Poetry for the People.
On walks to school and nursery, my sons remind me that poetry is found everywhere and anywhere. Skipping from one gas, water, and electric plate to another they point out the poetry of drains; the rhythm of footsteps; a cluster of ladybirds huddled on a wall. Nonsense noises, babble, silly songs. Things my cynical adult eyes and ears would not normally be attuned to on my daily rush.
Wordplay, rhythm, and rhyme is innate. We learn language through poetic method – repetition, nursery rhymes, counting, song, play. It is perhaps only when going through Primary to High School to Higher Education that we become divorced from this initial fluid elemental learning and the emphasis switches to the rigidity of grades, correct answers, curriculum, examinations.
Engagements facilitating poetry workshops with a mental health arts charity1 also taught how those who have been stripped of the ‘mind-forged manacles’ can naturally produce poetry closer to raw unfiltered human expression. Re-membering and re-kindling this love of language and wordplay is at the root of my facilitation work. Reminding that poetry is not to be feared, that it is accessible, something we are born with, and that we have a right to claim it, mould it, adapt it to our tongue.
In one memorable commission at a hostel for homeless youth, the anticipation of poetry-phobia resulted in the dreaded P-word being omitted from any description of the advertised sessions. Instead, I was asked to deliver “lyric writing” workshops. However, when able to engage the young people with their own understanding of lyrics, we were soon able to gain an appreciation that the best lyric writers – whether they call themselves so or not – are in fact poets. Poetry was re-introduced back into the room and we could confidently affirm the backronym ‘RAP = Rhythm And Poetry’; that poetry is not just about pretty flowers or that, if it is, it can be about dusty discarded dandelions or, in Tupac’s poetry/lyrics, about “The Rose that Grew from Concrete”.
Poetry is an art form of and for the masses. As Audre Lorde recognised2, “poetry has been the major voice of poor, working class, and [women of colour]”:
Of all the art forms, poetry is the most economical. It is the one which is the most secret, which requires the least physical labor, the least material, and the one which can be done between shifts, in the hospital pantry, on the subway, and on scraps of surplus paper…
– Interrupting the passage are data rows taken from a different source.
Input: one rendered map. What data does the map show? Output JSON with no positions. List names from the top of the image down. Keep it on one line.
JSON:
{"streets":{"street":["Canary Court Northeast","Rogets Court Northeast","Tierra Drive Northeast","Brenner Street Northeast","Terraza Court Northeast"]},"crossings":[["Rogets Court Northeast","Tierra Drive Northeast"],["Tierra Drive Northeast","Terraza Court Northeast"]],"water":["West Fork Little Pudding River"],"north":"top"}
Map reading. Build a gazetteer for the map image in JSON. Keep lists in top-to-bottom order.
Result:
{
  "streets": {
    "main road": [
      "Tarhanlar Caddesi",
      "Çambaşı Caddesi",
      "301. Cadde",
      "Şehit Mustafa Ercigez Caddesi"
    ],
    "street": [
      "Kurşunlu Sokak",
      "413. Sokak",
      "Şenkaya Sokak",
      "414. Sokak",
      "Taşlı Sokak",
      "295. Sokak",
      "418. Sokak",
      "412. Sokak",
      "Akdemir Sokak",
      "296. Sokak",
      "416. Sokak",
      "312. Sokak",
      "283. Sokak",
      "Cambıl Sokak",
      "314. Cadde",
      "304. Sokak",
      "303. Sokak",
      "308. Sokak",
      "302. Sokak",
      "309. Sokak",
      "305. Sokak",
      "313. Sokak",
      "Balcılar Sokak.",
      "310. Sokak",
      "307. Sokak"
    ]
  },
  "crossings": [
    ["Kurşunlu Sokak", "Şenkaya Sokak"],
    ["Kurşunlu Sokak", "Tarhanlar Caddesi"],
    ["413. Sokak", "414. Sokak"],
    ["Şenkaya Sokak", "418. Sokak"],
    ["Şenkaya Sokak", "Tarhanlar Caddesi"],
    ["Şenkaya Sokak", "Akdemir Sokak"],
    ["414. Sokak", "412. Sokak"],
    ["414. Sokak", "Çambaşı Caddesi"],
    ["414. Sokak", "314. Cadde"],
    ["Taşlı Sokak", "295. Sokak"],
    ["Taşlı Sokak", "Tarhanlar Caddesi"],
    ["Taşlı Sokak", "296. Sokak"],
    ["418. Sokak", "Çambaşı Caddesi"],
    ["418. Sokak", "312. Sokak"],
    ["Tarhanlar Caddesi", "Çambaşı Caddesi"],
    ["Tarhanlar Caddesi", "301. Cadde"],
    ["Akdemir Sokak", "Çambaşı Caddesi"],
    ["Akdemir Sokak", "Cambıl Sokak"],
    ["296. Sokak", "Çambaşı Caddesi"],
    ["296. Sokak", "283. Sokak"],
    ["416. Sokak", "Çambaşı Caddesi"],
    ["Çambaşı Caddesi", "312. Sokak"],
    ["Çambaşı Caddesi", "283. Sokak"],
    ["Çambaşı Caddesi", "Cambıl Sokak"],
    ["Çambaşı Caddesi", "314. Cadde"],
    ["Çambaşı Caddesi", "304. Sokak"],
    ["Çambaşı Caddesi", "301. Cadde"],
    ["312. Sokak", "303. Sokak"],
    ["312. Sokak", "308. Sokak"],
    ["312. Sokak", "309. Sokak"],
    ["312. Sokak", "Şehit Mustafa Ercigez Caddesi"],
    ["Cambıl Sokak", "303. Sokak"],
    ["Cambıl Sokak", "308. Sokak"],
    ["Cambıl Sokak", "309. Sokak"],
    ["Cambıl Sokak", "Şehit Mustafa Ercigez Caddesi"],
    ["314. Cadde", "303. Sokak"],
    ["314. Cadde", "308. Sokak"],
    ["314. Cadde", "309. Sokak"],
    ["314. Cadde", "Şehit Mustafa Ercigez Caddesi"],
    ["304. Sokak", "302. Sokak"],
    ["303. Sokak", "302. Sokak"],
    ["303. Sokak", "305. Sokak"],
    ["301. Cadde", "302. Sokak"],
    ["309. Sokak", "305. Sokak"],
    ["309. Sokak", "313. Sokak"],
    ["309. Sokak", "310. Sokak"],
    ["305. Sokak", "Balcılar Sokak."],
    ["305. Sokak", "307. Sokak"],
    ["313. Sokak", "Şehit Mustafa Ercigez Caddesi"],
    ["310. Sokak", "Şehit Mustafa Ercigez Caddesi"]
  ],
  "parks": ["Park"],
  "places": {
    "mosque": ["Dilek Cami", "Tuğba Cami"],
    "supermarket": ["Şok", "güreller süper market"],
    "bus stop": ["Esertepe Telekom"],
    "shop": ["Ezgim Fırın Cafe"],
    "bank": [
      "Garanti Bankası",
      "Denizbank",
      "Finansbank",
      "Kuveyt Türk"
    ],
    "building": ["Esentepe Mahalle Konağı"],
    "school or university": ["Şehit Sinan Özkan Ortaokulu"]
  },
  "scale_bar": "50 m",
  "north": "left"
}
Or indeed on the school bus, on the walk home, on your phone, tablet, Android/IOS notes app, dictaphone, voice notes… In contrasting the accessibility of poetry with prose, Lorde develops Virginia Woolf’s arguments for gender equality to also include class and racial privilege:
A room of one’s own may be a necessity for writing prose, but so are reams of paper, a typewriter, and plenty of time.
Poet Gloria E. Anzaldúa similarly implores:
Forget the room of one’s own – write in the kitchen, lock yourself up in the bathroom. Write on the bus or the welfare line, on the job or during meals, between sleeping and waking. I write while sitting on the john.3
Poetry then is effective both in terms of being a ubiquitous natural communicator but also in being an immediate accessible art form. We can all do this. It is not something we are supposed to simply revere, study, and admire from afar.
Poetry for Change.
Poets (the unacknowledged legislators of the world4) have always been at the forefront of positive social change. Periods of upheaval and struggle always produce resistance. And flowerings of art. From Ancient Egypt to Greece to China; across Islam, Judaism, Christianity; through revolts, rebellion and revolutions; via the Harlem Renaissance, the Beats, the Caribbean Artists Movement; to Ken Saro Wiwa to Nawal El Saadawi, to us, today.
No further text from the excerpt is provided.